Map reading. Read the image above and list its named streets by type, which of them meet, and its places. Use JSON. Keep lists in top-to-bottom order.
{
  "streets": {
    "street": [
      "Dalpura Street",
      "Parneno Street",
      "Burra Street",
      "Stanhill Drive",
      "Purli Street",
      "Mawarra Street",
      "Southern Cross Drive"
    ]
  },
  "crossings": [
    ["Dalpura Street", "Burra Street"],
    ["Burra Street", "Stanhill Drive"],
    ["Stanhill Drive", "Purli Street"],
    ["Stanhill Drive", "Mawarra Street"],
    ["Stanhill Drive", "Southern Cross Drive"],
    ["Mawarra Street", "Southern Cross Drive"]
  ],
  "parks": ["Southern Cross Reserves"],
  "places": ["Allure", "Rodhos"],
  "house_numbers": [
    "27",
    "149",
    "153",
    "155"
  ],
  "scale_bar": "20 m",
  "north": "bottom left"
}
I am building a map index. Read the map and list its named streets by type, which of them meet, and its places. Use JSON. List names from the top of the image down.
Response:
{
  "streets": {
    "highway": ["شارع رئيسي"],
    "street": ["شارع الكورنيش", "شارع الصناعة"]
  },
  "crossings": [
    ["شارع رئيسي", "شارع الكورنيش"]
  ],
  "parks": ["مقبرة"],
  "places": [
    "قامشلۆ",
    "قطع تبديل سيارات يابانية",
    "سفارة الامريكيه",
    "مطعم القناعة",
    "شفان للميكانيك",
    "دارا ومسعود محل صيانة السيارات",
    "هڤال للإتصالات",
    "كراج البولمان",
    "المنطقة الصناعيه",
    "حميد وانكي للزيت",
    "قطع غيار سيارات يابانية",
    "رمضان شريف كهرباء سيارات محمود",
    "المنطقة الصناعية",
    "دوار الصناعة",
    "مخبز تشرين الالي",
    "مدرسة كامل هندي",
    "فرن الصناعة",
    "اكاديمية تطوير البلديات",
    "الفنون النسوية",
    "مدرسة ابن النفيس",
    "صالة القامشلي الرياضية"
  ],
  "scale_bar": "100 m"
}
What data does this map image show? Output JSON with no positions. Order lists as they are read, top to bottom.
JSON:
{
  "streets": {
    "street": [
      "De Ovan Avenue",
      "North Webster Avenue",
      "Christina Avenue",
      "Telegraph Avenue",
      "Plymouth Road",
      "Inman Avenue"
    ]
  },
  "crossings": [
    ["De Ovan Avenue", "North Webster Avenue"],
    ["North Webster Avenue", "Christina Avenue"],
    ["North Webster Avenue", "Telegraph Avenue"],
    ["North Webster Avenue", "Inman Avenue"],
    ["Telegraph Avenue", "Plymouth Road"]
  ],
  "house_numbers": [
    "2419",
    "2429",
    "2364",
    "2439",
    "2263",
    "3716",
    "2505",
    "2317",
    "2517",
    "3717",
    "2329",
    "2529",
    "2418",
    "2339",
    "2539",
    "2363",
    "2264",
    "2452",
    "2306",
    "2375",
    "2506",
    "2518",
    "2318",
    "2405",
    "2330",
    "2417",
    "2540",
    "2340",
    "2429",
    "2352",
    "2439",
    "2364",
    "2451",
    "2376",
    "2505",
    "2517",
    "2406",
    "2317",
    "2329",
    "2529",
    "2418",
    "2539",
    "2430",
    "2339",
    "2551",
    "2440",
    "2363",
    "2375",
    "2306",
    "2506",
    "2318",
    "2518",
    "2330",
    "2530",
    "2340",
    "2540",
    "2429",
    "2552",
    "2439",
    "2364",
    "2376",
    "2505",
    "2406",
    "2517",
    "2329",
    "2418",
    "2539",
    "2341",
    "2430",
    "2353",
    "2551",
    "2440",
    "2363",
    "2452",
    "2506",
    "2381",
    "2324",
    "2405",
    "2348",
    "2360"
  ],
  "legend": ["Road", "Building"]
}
··········
EXERCISE — Set down the records above once more, exactly as they stand.

RESULT OF THIS EXERCISE —
Map reading. Read the image above and list its named streets by type, which of them meet, and its places. Use JSON. Keep lists in top-to-bottom order.
{
  "streets": {
    "street": [
      "Dalpura Street",
      "Parneno Street",
      "Burra Street",
      "Stanhill Drive",
      "Purli Street",
      "Mawarra Street",
      "Southern Cross Drive"
    ]
  },
  "crossings": [
    ["Dalpura Street", "Burra Street"],
    ["Burra Street", "Stanhill Drive"],
    ["Stanhill Drive", "Purli Street"],
    ["Stanhill Drive", "Mawarra Street"],
    ["Stanhill Drive", "Southern Cross Drive"],
    ["Mawarra Street", "Southern Cross Drive"]
  ],
  "parks": ["Southern Cross Reserves"],
  "places": ["Allure", "Rodhos"],
  "house_numbers": [
    "27",
    "149",
    "153",
    "155"
  ],
  "scale_bar": "20 m",
  "north": "bottom left"
}
I am building a map index. Read the map and list its named streets by type, which of them meet, and its places. Use JSON. List names from the top of the image down.
Response:
{
  "streets": {
    "highway": ["شارع رئيسي"],
    "street": ["شارع الكورنيش", "شارع الصناعة"]
  },
  "crossings": [
    ["شارع رئيسي", "شارع الكورنيش"]
  ],
  "parks": ["مقبرة"],
  "places": [
    "قامشلۆ",
    "قطع تبديل سيارات يابانية",
    "سفارة الامريكيه",
    "مطعم القناعة",
    "شفان للميكانيك",
    "دارا ومسعود محل صيانة السيارات",
    "هڤال للإتصالات",
    "كراج البولمان",
    "المنطقة الصناعيه",
    "حميد وانكي للزيت",
    "قطع غيار سيارات يابانية",
    "رمضان شريف كهرباء سيارات محمود",
    "المنطقة الصناعية",
    "دوار الصناعة",
    "مخبز تشرين الالي",
    "مدرسة كامل هندي",
    "فرن الصناعة",
    "اكاديمية تطوير البلديات",
    "الفنون النسوية",
    "مدرسة ابن النفيس",
    "صالة القامشلي الرياضية"
  ],
  "scale_bar": "100 m"
}
What data does this map image show? Output JSON with no positions. Order lists as they are read, top to bottom.
JSON:
{
  "streets": {
    "street": [
      "De Ovan Avenue",
      "North Webster Avenue",
      "Christina Avenue",
      "Telegraph Avenue",
      "Plymouth Road",
      "Inman Avenue"
    ]
  },
  "crossings": [
    ["De Ovan Avenue", "North Webster Avenue"],
    ["North Webster Avenue", "Christina Avenue"],
    ["North Webster Avenue", "Telegraph Avenue"],
    ["North Webster Avenue", "Inman Avenue"],
    ["Telegraph Avenue", "Plymouth Road"]
  ],
  "house_numbers": [
    "2419",
    "2429",
    "2364",
    "2439",
    "2263",
    "3716",
    "2505",
    "2317",
    "2517",
    "3717",
    "2329",
    "2529",
    "2418",
    "2339",
    "2539",
    "2363",
    "2264",
    "2452",
    "2306",
    "2375",
    "2506",
    "2518",
    "2318",
    "2405",
    "2330",
    "2417",
    "2540",
    "2340",
    "2429",
    "2352",
    "2439",
    "2364",
    "2451",
    "2376",
    "2505",
    "2517",
    "2406",
    "2317",
    "2329",
    "2529",
    "2418",
    "2539",
    "2430",
    "2339",
    "2551",
    "2440",
    "2363",
    "2375",
    "2306",
    "2506",
    "2318",
    "2518",
    "2330",
    "2530",
    "2340",
    "2540",
    "2429",
    "2552",
    "2439",
    "2364",
    "2376",
    "2505",
    "2406",
    "2517",
    "2329",
    "2418",
    "2539",
    "2341",
    "2430",
    "2353",
    "2551",
    "2440",
    "2363",
    "2452",
    "2506",
    "2381",
    "2324",
    "2405",
    "2348",
    "2360"
  ],
  "legend": ["Road", "Building"]
}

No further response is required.